Supplied data

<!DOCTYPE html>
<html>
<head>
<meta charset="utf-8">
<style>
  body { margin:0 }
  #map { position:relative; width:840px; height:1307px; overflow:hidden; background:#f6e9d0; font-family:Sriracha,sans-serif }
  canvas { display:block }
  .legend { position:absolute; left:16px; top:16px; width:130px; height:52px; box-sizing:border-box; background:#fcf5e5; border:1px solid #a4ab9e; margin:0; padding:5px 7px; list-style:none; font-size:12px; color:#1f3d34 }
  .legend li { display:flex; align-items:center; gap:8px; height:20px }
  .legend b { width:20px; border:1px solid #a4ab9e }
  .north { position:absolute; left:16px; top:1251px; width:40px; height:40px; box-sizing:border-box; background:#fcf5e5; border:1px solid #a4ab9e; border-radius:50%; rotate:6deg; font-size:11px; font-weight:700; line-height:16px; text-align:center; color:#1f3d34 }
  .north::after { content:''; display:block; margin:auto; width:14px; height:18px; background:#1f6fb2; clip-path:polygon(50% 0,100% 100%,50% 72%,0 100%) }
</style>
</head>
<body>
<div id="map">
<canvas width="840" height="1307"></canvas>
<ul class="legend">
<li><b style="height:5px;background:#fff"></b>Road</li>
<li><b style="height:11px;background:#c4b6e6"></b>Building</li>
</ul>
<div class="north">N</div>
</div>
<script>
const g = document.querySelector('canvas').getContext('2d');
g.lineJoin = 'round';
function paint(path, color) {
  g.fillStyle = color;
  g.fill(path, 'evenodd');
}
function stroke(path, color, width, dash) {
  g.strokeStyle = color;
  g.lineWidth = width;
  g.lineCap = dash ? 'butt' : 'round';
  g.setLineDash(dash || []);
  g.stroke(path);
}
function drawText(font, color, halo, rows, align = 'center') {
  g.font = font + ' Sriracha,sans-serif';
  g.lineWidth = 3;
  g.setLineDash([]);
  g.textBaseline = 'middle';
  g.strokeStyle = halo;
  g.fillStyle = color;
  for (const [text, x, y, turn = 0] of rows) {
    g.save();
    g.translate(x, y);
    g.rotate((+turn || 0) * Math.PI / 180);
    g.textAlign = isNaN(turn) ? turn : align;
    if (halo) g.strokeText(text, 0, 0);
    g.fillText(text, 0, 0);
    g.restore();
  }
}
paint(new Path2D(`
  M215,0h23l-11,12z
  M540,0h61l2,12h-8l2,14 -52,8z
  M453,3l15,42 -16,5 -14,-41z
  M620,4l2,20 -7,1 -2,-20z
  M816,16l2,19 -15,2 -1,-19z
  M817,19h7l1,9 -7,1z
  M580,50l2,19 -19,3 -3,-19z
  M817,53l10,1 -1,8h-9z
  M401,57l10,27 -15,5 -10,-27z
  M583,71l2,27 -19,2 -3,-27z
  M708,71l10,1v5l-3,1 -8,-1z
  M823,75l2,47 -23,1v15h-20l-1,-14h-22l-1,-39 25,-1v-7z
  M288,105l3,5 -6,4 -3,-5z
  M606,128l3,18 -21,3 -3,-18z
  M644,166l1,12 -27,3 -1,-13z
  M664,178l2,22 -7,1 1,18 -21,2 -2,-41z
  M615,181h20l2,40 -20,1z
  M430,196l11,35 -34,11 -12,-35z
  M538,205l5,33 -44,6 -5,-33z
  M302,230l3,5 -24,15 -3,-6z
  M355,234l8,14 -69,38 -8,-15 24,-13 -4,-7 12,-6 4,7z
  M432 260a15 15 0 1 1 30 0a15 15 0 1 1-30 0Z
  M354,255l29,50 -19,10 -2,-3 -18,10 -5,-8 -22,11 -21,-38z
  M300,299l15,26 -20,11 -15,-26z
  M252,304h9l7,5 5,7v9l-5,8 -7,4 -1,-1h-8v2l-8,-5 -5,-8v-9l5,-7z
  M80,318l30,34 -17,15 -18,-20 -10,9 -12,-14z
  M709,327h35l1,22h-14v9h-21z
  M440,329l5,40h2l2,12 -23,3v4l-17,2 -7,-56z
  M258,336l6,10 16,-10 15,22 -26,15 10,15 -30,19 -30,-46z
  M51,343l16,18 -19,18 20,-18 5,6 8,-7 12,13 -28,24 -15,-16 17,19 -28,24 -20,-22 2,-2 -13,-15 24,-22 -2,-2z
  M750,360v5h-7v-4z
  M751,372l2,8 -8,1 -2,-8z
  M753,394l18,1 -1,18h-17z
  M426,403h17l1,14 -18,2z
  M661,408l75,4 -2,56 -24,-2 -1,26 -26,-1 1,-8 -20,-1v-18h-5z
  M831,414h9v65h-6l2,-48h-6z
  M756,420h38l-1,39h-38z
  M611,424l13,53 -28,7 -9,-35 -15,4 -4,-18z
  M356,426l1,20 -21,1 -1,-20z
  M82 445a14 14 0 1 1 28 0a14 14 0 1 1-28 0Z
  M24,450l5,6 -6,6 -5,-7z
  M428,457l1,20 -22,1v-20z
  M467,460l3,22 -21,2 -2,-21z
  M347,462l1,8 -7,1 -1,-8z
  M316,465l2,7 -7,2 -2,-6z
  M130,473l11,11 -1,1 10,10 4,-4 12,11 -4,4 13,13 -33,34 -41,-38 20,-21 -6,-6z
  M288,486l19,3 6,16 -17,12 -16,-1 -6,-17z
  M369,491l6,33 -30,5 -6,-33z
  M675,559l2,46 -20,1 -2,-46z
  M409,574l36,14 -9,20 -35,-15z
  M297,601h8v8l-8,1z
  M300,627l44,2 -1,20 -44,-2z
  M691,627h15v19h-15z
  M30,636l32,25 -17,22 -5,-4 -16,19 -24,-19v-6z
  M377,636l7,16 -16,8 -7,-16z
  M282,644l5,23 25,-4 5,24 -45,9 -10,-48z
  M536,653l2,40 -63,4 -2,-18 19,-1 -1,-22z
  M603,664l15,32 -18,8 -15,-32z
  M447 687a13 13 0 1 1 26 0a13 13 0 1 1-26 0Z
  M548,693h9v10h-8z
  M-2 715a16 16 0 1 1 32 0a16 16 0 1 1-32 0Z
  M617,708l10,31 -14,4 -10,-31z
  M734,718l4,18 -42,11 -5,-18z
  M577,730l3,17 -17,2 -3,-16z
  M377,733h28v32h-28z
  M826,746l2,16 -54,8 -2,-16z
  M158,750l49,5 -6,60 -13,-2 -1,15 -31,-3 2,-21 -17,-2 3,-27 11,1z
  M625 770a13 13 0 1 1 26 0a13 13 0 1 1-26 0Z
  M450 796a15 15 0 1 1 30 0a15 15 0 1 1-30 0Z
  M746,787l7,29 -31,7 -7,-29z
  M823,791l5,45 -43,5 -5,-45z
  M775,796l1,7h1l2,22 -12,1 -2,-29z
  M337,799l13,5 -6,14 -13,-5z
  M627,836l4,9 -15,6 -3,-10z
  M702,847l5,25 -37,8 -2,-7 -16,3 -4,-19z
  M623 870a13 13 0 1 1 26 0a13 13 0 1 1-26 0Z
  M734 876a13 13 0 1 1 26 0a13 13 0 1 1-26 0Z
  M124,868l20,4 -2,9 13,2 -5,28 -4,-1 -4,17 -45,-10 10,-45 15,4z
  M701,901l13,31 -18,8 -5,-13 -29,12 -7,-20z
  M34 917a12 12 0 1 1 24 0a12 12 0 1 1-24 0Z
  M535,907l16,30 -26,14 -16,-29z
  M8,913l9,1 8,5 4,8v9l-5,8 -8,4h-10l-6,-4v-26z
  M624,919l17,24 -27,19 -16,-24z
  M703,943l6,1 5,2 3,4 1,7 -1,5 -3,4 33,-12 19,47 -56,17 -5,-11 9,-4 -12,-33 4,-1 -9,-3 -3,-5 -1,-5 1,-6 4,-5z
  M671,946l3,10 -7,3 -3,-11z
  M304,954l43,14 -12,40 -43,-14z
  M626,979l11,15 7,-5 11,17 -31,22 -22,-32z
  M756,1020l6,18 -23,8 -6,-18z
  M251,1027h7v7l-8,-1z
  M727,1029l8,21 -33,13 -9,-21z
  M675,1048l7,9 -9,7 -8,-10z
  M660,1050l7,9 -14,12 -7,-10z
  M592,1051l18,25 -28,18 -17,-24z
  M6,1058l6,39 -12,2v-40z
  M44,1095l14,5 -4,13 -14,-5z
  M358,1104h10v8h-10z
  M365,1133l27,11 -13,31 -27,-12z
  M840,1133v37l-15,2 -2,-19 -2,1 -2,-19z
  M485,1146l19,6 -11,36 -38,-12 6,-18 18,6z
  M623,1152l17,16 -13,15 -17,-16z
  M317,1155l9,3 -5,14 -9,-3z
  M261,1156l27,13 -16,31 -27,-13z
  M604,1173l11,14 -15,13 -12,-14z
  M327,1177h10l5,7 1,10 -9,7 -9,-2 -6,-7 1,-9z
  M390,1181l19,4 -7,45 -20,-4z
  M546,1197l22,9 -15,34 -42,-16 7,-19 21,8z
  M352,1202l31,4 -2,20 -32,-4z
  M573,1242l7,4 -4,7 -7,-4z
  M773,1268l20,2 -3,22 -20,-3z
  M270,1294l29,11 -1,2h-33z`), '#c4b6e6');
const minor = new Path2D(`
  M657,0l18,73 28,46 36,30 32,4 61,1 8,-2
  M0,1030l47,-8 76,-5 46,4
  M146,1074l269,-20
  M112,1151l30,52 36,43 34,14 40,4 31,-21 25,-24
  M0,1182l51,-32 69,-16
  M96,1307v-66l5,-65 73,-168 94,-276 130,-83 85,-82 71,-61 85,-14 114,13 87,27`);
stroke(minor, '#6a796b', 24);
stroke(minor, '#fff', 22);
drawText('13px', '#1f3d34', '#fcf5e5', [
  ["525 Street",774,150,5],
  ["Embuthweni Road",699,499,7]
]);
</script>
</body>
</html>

Task directions
Return only the part of the records above that opens with the line containing "g.lineWidth = width;" and closes with the line containing "M817,53l10,1 -1,8h-9z", ends included.

Exercise output
  g.lineWidth = width;
  g.lineCap = dash ? 'butt' : 'round';
  g.setLineDash(dash || []);
  g.stroke(path);
}
function drawText(font, color, halo, rows, align = 'center') {
  g.font = font + ' Sriracha,sans-serif';
  g.lineWidth = 3;
  g.setLineDash([]);
  g.textBaseline = 'middle';
  g.strokeStyle = halo;
  g.fillStyle = color;
  for (const [text, x, y, turn = 0] of rows) {
    g.save();
    g.translate(x, y);
    g.rotate((+turn || 0) * Math.PI / 180);
    g.textAlign = isNaN(turn) ? turn : align;
    if (halo) g.strokeText(text, 0, 0);
    g.fillText(text, 0, 0);
    g.restore();
  }
}
paint(new Path2D(`
  M215,0h23l-11,12z
  M540,0h61l2,12h-8l2,14 -52,8z
  M453,3l15,42 -16,5 -14,-41z
  M620,4l2,20 -7,1 -2,-20z
  M816,16l2,19 -15,2 -1,-19z
  M817,19h7l1,9 -7,1z
  M580,50l2,19 -19,3 -3,-19z
  M817,53l10,1 -1,8h-9z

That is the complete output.